Rio Olympics 2016
Rio de Janeiro Mayor Eduardo Paes (center) walks with current and former Brazilian Olympians at the Olympic Park in Rio de Janeiro, Aug. 5, 2015. Reuters

The International Olympic Committee and the mayor of Rio de Janeiro are insisting that Brazil will be ready to host the 2016 Summer Olympics. Despite widespread concern about construction progress and water pollution, officials reiterated this week that Olympic preparations are on schedule and within their projected budget.

One year before the 2016 Olympics' Aug. 6 opening ceremony, Rio Mayor Eduardo Paes touted the city's progress on a slew of projects that once seemed unlikely to have a happy ending. Paes spoke at Arena Carioca 3, an Olympic venue that he said is 98 percent complete.
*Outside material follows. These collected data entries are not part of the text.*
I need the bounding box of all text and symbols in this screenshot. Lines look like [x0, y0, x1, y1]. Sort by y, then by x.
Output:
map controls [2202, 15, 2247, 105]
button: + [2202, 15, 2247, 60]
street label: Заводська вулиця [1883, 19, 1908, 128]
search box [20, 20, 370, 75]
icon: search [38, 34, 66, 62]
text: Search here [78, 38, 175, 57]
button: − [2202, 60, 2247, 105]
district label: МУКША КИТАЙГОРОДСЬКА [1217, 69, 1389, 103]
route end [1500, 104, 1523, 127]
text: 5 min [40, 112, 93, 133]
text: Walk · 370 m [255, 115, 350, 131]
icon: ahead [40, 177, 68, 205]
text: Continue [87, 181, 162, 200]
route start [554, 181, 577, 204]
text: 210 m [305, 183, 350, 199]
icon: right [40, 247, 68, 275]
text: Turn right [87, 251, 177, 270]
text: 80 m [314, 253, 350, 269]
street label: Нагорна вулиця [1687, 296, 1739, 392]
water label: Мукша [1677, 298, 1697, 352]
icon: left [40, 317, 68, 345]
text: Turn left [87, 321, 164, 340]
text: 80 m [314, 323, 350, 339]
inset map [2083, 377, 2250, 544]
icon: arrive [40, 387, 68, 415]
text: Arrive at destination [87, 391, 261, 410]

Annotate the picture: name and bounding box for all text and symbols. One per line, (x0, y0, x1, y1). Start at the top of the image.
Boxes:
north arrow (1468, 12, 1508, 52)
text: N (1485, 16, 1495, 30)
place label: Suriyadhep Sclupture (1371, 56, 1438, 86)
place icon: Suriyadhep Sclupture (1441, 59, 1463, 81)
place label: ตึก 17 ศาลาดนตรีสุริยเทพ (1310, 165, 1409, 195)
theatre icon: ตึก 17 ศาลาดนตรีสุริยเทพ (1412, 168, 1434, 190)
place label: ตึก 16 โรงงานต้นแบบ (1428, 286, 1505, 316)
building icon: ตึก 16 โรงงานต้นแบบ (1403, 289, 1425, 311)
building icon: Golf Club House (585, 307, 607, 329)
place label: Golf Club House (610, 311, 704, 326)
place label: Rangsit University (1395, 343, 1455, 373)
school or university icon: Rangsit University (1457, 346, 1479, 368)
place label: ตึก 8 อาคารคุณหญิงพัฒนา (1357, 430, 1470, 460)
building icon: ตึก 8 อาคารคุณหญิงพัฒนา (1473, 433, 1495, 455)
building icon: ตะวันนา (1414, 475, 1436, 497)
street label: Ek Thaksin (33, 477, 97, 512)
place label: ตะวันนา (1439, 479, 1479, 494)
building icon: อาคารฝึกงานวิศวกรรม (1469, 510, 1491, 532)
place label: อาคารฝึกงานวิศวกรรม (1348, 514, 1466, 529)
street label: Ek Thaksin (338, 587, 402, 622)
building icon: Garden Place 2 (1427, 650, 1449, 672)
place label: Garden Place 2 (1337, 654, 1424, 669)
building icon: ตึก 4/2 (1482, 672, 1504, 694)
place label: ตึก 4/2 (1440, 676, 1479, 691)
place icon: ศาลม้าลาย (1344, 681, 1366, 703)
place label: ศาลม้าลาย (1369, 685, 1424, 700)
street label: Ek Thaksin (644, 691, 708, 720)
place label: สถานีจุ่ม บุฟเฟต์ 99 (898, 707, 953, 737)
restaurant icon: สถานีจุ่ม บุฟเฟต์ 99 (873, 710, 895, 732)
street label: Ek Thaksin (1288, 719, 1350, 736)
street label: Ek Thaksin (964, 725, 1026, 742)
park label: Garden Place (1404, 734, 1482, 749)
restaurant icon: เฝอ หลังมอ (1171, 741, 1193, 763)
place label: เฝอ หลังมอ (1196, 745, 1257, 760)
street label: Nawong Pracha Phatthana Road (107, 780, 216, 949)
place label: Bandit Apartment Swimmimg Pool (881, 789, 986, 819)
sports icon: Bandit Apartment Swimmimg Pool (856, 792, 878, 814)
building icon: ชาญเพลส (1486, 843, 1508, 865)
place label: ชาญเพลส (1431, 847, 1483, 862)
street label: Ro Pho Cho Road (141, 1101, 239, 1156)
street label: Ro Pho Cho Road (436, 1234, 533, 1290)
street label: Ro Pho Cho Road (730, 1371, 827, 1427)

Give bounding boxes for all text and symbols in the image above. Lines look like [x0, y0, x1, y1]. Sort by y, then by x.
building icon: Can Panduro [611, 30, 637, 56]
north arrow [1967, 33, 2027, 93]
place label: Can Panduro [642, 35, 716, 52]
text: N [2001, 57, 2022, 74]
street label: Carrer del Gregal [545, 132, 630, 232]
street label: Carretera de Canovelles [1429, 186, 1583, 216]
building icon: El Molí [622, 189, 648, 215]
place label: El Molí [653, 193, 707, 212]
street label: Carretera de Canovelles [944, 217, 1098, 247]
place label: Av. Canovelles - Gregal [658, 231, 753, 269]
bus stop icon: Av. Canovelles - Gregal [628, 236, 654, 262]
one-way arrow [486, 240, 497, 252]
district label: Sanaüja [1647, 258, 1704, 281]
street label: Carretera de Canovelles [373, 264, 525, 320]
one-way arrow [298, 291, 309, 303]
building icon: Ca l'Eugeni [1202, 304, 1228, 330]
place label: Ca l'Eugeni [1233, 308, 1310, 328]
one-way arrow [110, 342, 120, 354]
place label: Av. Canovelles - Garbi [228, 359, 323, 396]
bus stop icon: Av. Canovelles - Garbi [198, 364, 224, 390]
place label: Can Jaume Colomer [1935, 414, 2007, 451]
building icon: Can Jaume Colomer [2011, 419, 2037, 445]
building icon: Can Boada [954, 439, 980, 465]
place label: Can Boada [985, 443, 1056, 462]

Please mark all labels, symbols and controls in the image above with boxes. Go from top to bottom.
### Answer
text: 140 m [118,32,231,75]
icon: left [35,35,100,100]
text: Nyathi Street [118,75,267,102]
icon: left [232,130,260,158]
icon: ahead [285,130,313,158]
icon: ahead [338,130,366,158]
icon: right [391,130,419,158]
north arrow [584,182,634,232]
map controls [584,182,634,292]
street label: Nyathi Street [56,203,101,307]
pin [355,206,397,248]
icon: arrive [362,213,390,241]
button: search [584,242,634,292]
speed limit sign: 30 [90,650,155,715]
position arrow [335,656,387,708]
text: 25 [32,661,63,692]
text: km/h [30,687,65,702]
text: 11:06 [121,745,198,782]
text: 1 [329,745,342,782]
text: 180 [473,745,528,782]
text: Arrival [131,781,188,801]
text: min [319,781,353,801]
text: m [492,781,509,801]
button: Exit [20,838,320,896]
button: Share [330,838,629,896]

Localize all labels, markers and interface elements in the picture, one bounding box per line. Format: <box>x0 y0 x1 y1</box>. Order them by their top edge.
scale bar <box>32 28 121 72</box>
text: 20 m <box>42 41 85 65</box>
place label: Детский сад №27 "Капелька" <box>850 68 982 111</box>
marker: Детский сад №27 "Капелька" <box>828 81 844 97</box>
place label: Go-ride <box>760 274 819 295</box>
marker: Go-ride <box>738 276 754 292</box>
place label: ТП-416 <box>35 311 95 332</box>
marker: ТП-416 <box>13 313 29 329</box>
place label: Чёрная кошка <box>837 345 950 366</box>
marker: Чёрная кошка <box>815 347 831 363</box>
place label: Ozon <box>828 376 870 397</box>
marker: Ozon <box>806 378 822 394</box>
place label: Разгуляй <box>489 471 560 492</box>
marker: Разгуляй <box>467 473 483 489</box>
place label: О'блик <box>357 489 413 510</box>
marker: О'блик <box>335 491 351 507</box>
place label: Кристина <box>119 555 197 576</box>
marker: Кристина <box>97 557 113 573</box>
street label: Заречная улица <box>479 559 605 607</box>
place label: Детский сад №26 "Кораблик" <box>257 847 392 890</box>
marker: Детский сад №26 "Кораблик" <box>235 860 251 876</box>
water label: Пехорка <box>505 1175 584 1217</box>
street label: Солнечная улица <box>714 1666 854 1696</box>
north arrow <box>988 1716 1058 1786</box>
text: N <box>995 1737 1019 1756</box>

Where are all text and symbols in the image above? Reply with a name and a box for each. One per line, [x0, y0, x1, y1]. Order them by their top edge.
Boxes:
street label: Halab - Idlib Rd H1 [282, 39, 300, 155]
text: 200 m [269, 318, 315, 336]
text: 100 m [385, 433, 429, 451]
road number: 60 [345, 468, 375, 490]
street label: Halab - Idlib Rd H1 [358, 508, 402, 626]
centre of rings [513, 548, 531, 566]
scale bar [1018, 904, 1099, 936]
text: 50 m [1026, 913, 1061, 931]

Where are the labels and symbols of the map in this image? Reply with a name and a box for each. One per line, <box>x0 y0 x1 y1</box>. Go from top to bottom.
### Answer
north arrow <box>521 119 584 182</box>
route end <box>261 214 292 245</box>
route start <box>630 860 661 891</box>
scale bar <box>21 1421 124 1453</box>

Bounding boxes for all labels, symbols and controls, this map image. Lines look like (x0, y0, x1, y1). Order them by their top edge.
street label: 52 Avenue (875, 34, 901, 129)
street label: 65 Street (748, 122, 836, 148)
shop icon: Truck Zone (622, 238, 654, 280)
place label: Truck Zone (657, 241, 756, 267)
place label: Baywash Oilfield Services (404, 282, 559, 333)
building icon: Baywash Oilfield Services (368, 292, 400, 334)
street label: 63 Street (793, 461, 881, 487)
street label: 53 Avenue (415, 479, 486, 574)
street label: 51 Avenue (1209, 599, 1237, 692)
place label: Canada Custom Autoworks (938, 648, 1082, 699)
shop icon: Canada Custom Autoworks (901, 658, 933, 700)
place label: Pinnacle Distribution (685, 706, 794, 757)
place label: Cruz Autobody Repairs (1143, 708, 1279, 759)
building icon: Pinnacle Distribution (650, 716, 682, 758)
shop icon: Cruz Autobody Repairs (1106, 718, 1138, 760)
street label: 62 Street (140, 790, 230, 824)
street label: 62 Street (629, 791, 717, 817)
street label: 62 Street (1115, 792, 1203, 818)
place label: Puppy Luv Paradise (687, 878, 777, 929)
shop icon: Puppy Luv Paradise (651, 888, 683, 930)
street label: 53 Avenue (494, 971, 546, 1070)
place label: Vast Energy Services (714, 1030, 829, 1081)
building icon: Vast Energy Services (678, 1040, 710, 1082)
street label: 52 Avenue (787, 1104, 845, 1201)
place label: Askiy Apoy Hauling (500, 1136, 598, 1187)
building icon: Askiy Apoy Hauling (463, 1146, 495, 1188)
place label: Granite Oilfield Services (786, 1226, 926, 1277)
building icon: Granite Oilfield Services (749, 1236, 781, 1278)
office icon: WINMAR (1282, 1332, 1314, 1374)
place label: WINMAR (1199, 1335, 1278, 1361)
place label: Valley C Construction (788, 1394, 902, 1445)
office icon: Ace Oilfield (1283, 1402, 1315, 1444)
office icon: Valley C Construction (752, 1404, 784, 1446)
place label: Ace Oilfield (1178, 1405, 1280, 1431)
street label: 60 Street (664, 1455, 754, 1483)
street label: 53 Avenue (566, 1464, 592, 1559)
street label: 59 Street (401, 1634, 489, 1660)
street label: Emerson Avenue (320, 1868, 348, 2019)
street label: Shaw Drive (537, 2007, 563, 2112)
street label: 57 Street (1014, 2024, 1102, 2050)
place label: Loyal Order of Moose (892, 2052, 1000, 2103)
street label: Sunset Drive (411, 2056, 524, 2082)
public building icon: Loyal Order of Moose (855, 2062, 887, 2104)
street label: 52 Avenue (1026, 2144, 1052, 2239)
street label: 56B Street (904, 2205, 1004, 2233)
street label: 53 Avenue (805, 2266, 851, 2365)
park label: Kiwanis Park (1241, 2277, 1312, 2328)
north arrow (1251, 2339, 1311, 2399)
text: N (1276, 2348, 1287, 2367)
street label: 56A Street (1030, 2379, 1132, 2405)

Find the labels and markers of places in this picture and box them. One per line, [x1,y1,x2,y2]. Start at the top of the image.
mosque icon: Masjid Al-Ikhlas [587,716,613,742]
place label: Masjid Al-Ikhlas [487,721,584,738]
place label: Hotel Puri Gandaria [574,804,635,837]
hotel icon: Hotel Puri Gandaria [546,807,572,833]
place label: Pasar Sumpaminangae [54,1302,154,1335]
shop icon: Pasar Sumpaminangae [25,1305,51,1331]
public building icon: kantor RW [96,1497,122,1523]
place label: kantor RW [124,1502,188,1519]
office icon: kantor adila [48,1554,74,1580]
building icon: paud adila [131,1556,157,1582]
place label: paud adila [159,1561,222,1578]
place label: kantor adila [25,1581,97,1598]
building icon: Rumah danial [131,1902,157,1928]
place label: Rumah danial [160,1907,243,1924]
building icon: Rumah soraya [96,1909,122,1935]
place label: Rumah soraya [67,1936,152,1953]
Other sites, including the Olympic village, aquatic center and central Olympic stadium, also are near completion, the Guardian reported.

“We want to show that we are capable of doing things on time, that Brazil is not a country where everything ends up over budget, everything ends up late,” Paes said Wednesday, the Associated Press reported. “We are literally making a miracle happen here.”

Despite Paes’ optimism, critics are questioning whether certain facilities scheduled for completion next year will actually be ready for use. Brazilian officials were similarly confident about the country’s progress on new soccer stadiums before the 2014 FIFA World Cup, only for several facilities to remain incomplete mere days before the event began.

In January 2014, Rio’s proposed budget for the 2016 Olympics stood at $2.93 billion, Reuters reported. By last May, that number ballooned to $13.2 billion, with just 10 percent of necessary Olympic infrastructure in place. Work on an Olympic tennis center already has exceeded its budget. The Olympic shooting range, equestrian track and an athletics facility are optimistically slated to be finished by mid-2016, but any delays will prove costly.

Concerns about Rio’s bid aren’t limited to construction. An Associated Press investigation in July found Rio’s waterways are rife with dangerous bacteria and that Rio’s attempt to address the issue has fallen far short. Separately, forcible evictions of residents of Vila Autodromo, a small village on the outskirts of planned Olympic sites, led to violent protests in June.

Despite these woes, Thomas Bach, head of the International Olympic Committee, this week expressed satisfaction with Rio’s progress. “We will have great games that will reflect both Brazilian passion, but also Brazilian efficiency,” Bach said Tuesday. “I have no special worries because I’m very confident that the organizing committee and all levels of the government will continue in this dynamic way to work.”